The middle of the night song on repeat in my head? Yep, I get that too… it’s crazy. And there is nothing better than siblings genuinely enjoying eachother. Love it, when it happens.
Spring break at home sounds perfect. 🙂
Same here. I find that when my thoughts are racing in the wee hours and preventing my return to sleep, I often have a song playing behind those thoughts, like a soundtrack for my anxiety. I enjoy your idea, Nici, of writing them down. Something to try and remember myself.
As for Andy’s work, I visited his website and am awed by the detail and realism! The creativity coursing through your family is inspiring.
Love this! And here in Maine it’s “JINX! DOUBLE JINX! BLACKOUT! YOU OWE ME A SODA!” Always in the car.
…and in Nova Scotia, it’s JINX! YOU OWE ME A BEER!
I am in a much later season of parenting one that sometimes feels so far from those days full of closeness and shared activities, but your words remind me I can still squeeze in some of those feelings. I love to see how intentional you parent .
Nici:
That slide, wow! We’ll be taking a road trip to Anaconda this summer with the grandkids.
I always look forward to your posts – the writing and the photos are always great!
Thanks for sharing your life in such a beautiful way!
I love that you wake with a song on your mind! I miss my nightly dreams of being able to fly, sometimes I try to recreate it..sadly to no avail.
I love how your photos tell a story, even without words…the words just complete the story!

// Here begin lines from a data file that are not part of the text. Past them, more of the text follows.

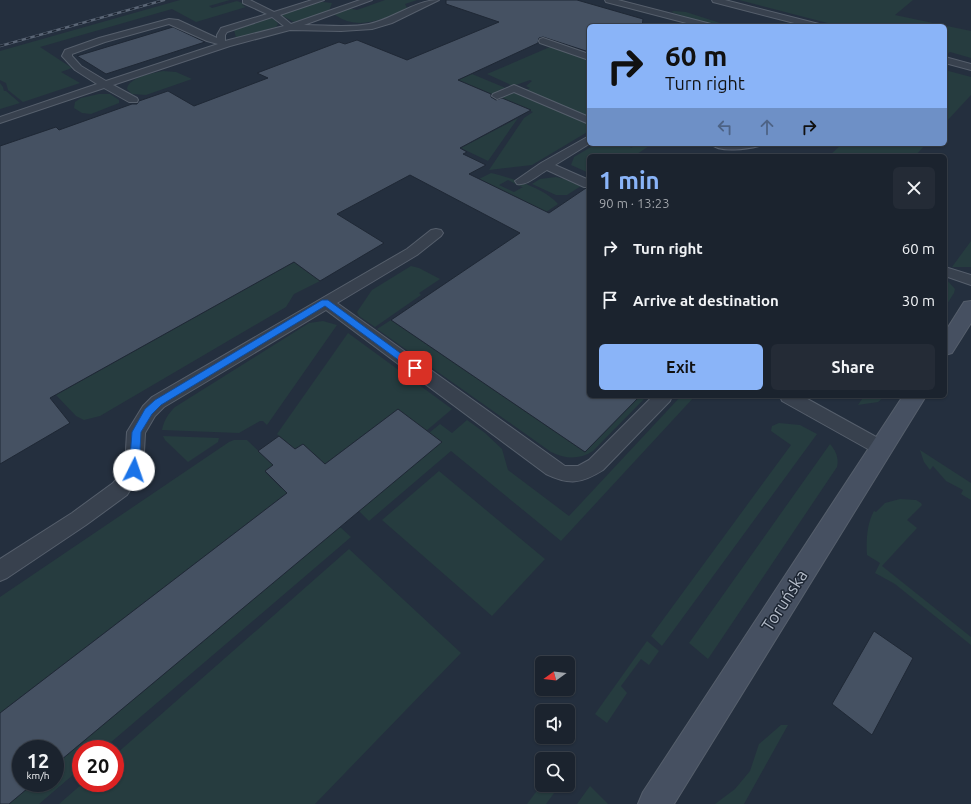 <!DOCTYPE html>
<html lang="en">
<head>
<meta charset="utf-8">
<style>
	body { margin:0; font-family:Ubuntu,sans-serif; background:#242b36; color:#f1f3f6; height:100vh; display:flex; flex-direction:column; font-size:15px; white-space:nowrap }
	* { box-sizing:border-box; margin:0 }
	p { font-size:13px; color:#a0a4aa }
	.icon { flex:none; width:22px; height:22px; fill:none; stroke:currentColor; stroke-width:2; stroke-linecap:round; stroke-linejoin:round }
	.map { position:relative; flex:1; overflow:hidden }
	.details { position:absolute; left:587px; top:154px; width:360px; height:244px; display:flex; flex-direction:column; background:#1b232e; border-radius:6px; box-shadow:0 1px 3px #0004,0 0 0 1px #39404a }
	.details>* { flex:none }
	.guide { position:absolute; left:587px; top:24px; width:360px; height:122px; border-radius:6px; box-shadow:0 1px 3px #0004,0 0 0 1px #39404a; background:#8ab4f8; color:#111; overflow:hidden }
	.needle { width:26px; rotate:255deg }
	.controls { position:absolute; left:535px; top:656px; display:grid; gap:8px }
	.controls a { display:grid; place-items:center; width:40px; height:40px; border-radius:6px; background:#1b232e; box-shadow:0 1px 3px #0004,0 0 0 1px #39404a; font-size:20px }
	.speed { position:absolute; left:12px; top:740px; display:flex; gap:8px; font-size:20px; font-weight:700; text-align:center }
	.speed>* { display:grid; place-content:center; width:52px; height:52px; border-radius:50%; background:#1b232e; box-shadow:0 1px 3px #0004,0 0 0 1px #39404a; line-height:1 }
	.speed small { font-size:10px; font-weight:400 }
	.speed .limit { border:6px solid #d22; background:#fff; color:#111 }
	.pin { position:absolute; display:grid; place-items:center; width:34px; height:34px; color:#fff; margin:-17px; border-radius:8px; box-shadow:0 2px 6px #0006 }
	.me { position:absolute; width:44px; margin:-22px; rotate:4deg; stroke-linejoin:round; filter:drop-shadow(0 0 3px #0008) }
	.turn { display:flex; align-items:center; gap:14px; height:84px; padding:0 12px; font-size:18px }
	.turn .icon { width:52px; height:52px; stroke-width:2.5 }
	.turn b { display:block; font-size:28px; line-height:34px }
	.lanes { display:flex; align-items:center; height:38px; padding:0 12px; background:#0003; justify-content:center; gap:20px; direction:ltr }
	.lanes .off { opacity:.35 }
	.round { display:grid; place-items:center; flex:none; width:42px; height:42px; border-radius:6px; background:#242b36 }
	.head { display:flex; align-items:center; justify-content:space-between; height:68px; padding:0 12px }
	h1 { font-size:24px; font-weight:700; line-height:30px; color:#8ab4f8 }
	.action { display:flex; gap:8px; margin-top:auto; padding:8px 12px }
	.action a { flex:1; height:46px; border-radius:6px; background:#8ab4f8; color:#111; font-size:16px; font-weight:700; line-height:46px; text-align:center }
	.action a+a { background:#242b36; color:#f1f3f6 }
	ul { padding:0; list-style:none }
	li { display:flex; align-items:center; gap:12px; height:52px; padding:0 12px }
	li div { flex:1 }
	li b { display:block; font-size:15px }
	li em { font-style:normal }
	.map>svg:first-child { display:block }
	.green { fill:#263c3f; fill-rule:evenodd }
	.building { fill:#455162; stroke:#1f2835 }
	.lines { fill:none; stroke-linecap:round; stroke-linejoin:round }
	.lane-casing { stroke:#565f6c; stroke-width:2 }
	.secondary-casing { stroke:#565f6c; stroke-width:2 }
	.lane { fill:#38414e; fill-rule:evenodd }
	.secondary { fill:#465061; fill-rule:evenodd }
	.rail-casing { stroke:#5a6575; stroke-width:2.5 }
	.rail { stroke:#1d2633; stroke-width:1.5; stroke-dasharray:4.5; stroke-linecap:butt }
	.route { fill:#1a73e8; stroke:#114b97 }
	.labels { text-anchor:middle; dominant-baseline:central; stroke-width:3; stroke-linejoin:round; paint-order:stroke }
	.near-street-label { font-size:17px; fill:#b4bcc9; stroke:#1d2633 }
</style>
</head>
<body>
<div class="map">
<svg width="971" height="804" viewBox="0 0 971 804">
	<rect width="100%" height="100%" fill="#242f3e"/>
	<g class="green">
		<polygon points="180,0 230,0 209,6 212,8 237,1 245,4 242,5 246,7 196,22 172,9 40,47 72,68 61,72 80,83 23,102 8,90 6,83 0,80 0,51"/>
		<path d="M385,0H417L405,4L407,8L403,11C380,20 357,31 334,14L347,8L357,10Z"/>
		<polygon points="739,0 913,0 895,15 971,31 971,58 950,52 947,54 945,54 945,26 839,26"/>
		<polygon points="323,2 332,3 329,11 294,22 281,15 313,3"/>
		<polygon points="674,11 686,12 720,23 715,26 671,12"/>
		<polygon points="270,18 275,20 278,24 276,27 236,38 234,30"/>
		<polygon points="550,47 589,60 589,118 525,90 530,88 526,86 532,81 530,80 513,86 487,74"/>
		<polygon points="945,70 971,77 971,95 945,123"/>
		<path d="M163,71L176,72L192,79L146,95L132,94L127,89C129,77 153,73 163,71Z"/>
		<polygon points="472,74 508,89 494,95 458,80"/>
		<polygon points="0,83 3,87 4,91 6,91 20,103 0,109"/>
		<polygon points="514,91 589,124 589,131 532,165 489,170 524,118 533,112 500,98"/>
		<polygon points="99,94 110,94 119,100 119,103 91,114 82,113 74,108 75,102 81,98"/>
		<polygon points="518,118 488,161 461,148"/>
		<polygon points="596,144 635,144 630,147 631,148 637,144 652,144 634,156 624,154 625,156 589,156 589,173 571,165 574,157"/>
		<polygon points="842,144 926,144 915,156 829,156"/>
		<path d="M491,173C511,178 545,188 558,204L546,212L479,179ZM508,180L522,187H523L514,192L499,185Z"/>
		<polygon points="556,177 564,179 581,186 567,195 556,195 532,184 540,179"/>
		<polygon points="971,241 971,267 952,267"/>
		<polygon points="294,262 320,281 294,294 286,307 100,416 84,420 76,416 56,395"/>
		<polygon points="411,266 419,268 440,279 419,293 421,295 375,327 359,316 357,312 372,290"/>
		<polygon points="946,279 955,289 954,293 945,307"/>
		<path d="M391,320L585,452L640,396H647L593,451C579,460 565,459 551,452L377,329Z"/>
		<path d="M323,321L337,325L267,425L263,421H260L239,433L162,430C164,420 168,414 175,407L309,323Z"/>
		<polygon points="348,333 452,409 426,431 398,409 318,469 320,459 303,444 295,449 277,434"/>
		<polygon points="681,396 695,396 561,541 451,451 369,521 359,511 429,433 440,424 452,433 467,420 485,433 502,449 508,470 569,516"/>
		<polygon points="864,396 885,396 878,402 858,405"/>
		<polygon points="779,423 800,425 817,434 662,646 651,636 791,445 771,431 772,426"/>
		<polygon points="163,436 219,438 218,442 188,462 165,440"/>
		<polygon points="234,440 247,440 273,465 265,472 281,488 286,485 291,490 0,713 0,597 229,442"/>
		<path d="M830,444C836,451 839,458 837,467L708,659L689,643Z"/>
		<polygon points="920,450 971,483 971,500 961,494 963,490 946,481 933,466 930,470 924,462"/>
		<polygon points="439,471 545,559 492,616 382,520"/>
		<path d="M900,499L916,500L921,503L922,505L907,520L917,528L882,566L971,637V645L895,584L875,573L880,563L867,555C866,541 867,523 874,511L876,512L885,503Z"/>
		<polygon points="340,527 351,537 103,749 81,749 81,768 39,804 9,804 34,783 55,783 55,765"/>
		<polygon points="349,549 461,653 315,804 59,804 83,783 115,783 115,755"/>
		<polygon points="647,641 659,651 649,665 641,659 621,686 627,693 607,723 595,714"/>
		<polygon points="781,725 788,725 744,804 715,804 735,789 750,771 759,744"/>
		<polygon points="542,784 542,785 560,785 546,804 527,804"/>
		<polygon points="590,786 608,804 577,804"/>
	</g>
	<g class="building">
		<polygon points="446,0 577,0 643,19 642,26 589,26 589,52 543,37 539,38 538,43 458,80 491,94 491,97 496,100 502,98 531,110 460,148 467,152 463,154 486,165 469,174 549,213 586,188 589,188 589,396 640,396 585,452 391,320 520,233 410,175 337,214 384,243 320,281 294,262 50,398 70,423 0,464 0,146 56,127 59,130 132,104 137,104 139,101 168,91 194,106 268,78 257,73 339,42 345,44 357,40 407,60 499,22 446,4"/>
		<polygon points="173,27 205,42 106,74 77,56"/>
		<polygon points="398,409 442,442 55,765 55,749 21,749 21,783 34,783 9,804 0,804 0,713 287,493 265,471 273,465 258,451 279,436 295,449 303,444 325,464"/>
		<polygon points="874,631 913,658 872,735 832,704"/>
	</g>
	<g class="lines">
		<defs>
			<g id="lane">
				<path d="M243,0H250L274,12L312,0H324L280,15L291,24L360,0H372L304,25C325,25 349,28 369,24C393,19 415,0 439,0L392,23L372,29L341,31L290,30L230,46L113,85L137,98L138,100L137,102H129L104,88L0,123V117L97,84L75,70L62,56L65,50L99,38L169,19L178,20L217,38V35L221,28L267,14L243,3ZM272,17L284,26L225,41V35L227,32ZM169,24L207,41L218,44L106,81L81,66L72,56V54L105,42Z"/>
				<polygon points="605,0 618,0 711,24 712,26 698,26 606,2"/>
				<polygon points="712,0 725,0 819,24 820,26 806,26 713,2"/>
				<polygon points="543,38 589,54 589,60 540,43 539,41 540,39"/>
				<polygon points="945,57 971,64 971,70 945,63"/>
				<polygon points="514,85 589,117 589,124 514,92 497,99 492,96 493,94"/>
				<path d="M589,136V144L555,165L589,180V187H584L547,170C538,175 527,186 517,184L515,181L541,163Z"/>
				<path d="M711,144H761L759,146C748,149 719,153 711,144Z"/>
				<path d="M436,229L441,230L443,233L441,236L417,255L337,303L565,466H578L589,460L653,396H672L670,401L603,470C581,484 569,485 546,474L326,310L164,407L155,416L145,433L143,470L127,495L86,525L7,578L0,581V559L72,513L113,483L125,468L127,432L143,406L152,397L407,249L431,230Z"/>
				<polygon points="945,267 971,275 971,285 945,276"/>
				<polygon points="780,396 802,396 887,443 890,448 887,453 881,455 875,453 782,401"/>
			</g>
			<g id="secondary">
				<polygon points="971,301 971,323 952,353 945,355 945,332 964,302"/>
				<polygon points="903,396 926,396 674,804 638,804 643,792"/>
			</g>
		</defs>
		<use href="#lane" class="lane-casing"/>
		<use href="#secondary" class="secondary-casing"/>
		<use href="#lane" class="lane"/>
		<use href="#secondary" class="secondary"/>
		<defs>
			<polyline id="rail" points="0,46 164,0"/>
		</defs>
		<use href="#rail" class="rail-casing"/>
		<use href="#rail" class="rail"/>
	</g>
	<polygon class="route" points="322,300 328,300 418,366 420,368 418,370 412,370 325,306 161,405 152,414 141,432 139,470 137,473 134,474 130,473 129,470 132,432 145,409 155,400"/>
	<g class="labels">
		<g class="near-street-label">
			<text transform="translate(784 600) rotate(-57)">Toruńska</text>
		</g>
	</g>
</svg>
<div class="controls">
<a><svg class="needle" viewBox="-14 -14 28 28"><path d="M0-13l5 13h-10z" fill="#e53935"/><path d="M0 13l5-13h-10z" fill="#a0a4aa"/></svg></a>
<a><svg class="icon" aria-label="sound" viewBox="0 0 24 24"><path d="M4 9h4l5-4v14l-5-4H4zM17 9q2 3 0 6"/></svg></a>
<a><svg class="icon" aria-label="search" viewBox="0 0 24 24"><circle cx="10" cy="10" r="6"/><path d="M15 15l6 6"/></svg></a>
</div>
<div class="speed"><div>12<small>km/h</small></div><div class="limit">20</div></div>
<div class="pin" style="left:415px;top:368px;background:#d93025"><svg class="icon" aria-label="arrive" viewBox="0 0 24 24"><path d="M6 21V4h12l-3 4 3 4H6"/></svg></div>
<svg class="me" style="left:134px;top:470px" viewBox="-20 -20 40 40"><circle r="19" fill="#fff"/><path d="M0-13L10 11 0 6-10 11z" fill="#1a73e8"/></svg>
<div class="guide">
<div class="turn"><svg class="icon" aria-label="right" viewBox="0 0 24 24"><path d="M7 20v-9h11M14 6l5 5-5 5"/></svg><div><b>60 m</b>Turn right</div></div>
<div class="lanes"><svg class="icon off" aria-label="left" viewBox="0 0 24 24"><path d="M17 20v-9H6M10 6l-5 5 5 5"/></svg><svg class="icon off" aria-label="ahead" viewBox="0 0 24 24"><path d="M12 20V5M6 11l6-6 6 6"/></svg><svg class="icon" aria-label="right" viewBox="0 0 24 24"><path d="M7 20v-9h11M14 6l5 5-5 5"/></svg></div>
</div>
<section class="details">
<div class="head"><div><h1>1 min</h1><p>90 m · 13:23</p></div><a class="round"><svg class="icon" aria-label="close" viewBox="0 0 24 24"><path d="M6 6l12 12M18 6L6 18"/></svg></a></div>
<ul>
<li><svg class="icon" aria-label="right" viewBox="0 0 24 24"><path d="M7 20v-9h11M14 6l5 5-5 5"/></svg><div><b>Turn right</b></div><em>60 m</em></li>
<li><svg class="icon" aria-label="arrive" viewBox="0 0 24 24"><path d="M6 21V4h12l-3 4 3 4H6"/></svg><div><b>Arrive at destination</b></div><em>30 m</em></li>
</ul>
<div class="action"><a>Exit</a><a>Share</a></div>
</section>
</div>
</body>
</html>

A mothers instinct really is a powerful thing…good job Burb!
xoxo
What a post – your writing and photos are awesome especially the very first photo and Andy’s painting from what I can see is great. I am so glad you went with “gut feeling” and left the cabin. I call it a “God Wink”.
I love the idea of a “God Wink!” I’m totally using that from now on!!
Smart Mamas’ listen to that still strong voice of warning! Glad you are all safe and happy. Long time reader here. <3
Re: making-out teenagers.
At least you didn’t recognize that one of the boys was your pastor’s son. And then tell said pastor. Which is what happened in our family just one month ago. ????
Andy’s painting! Wow! How can he part with them? So great!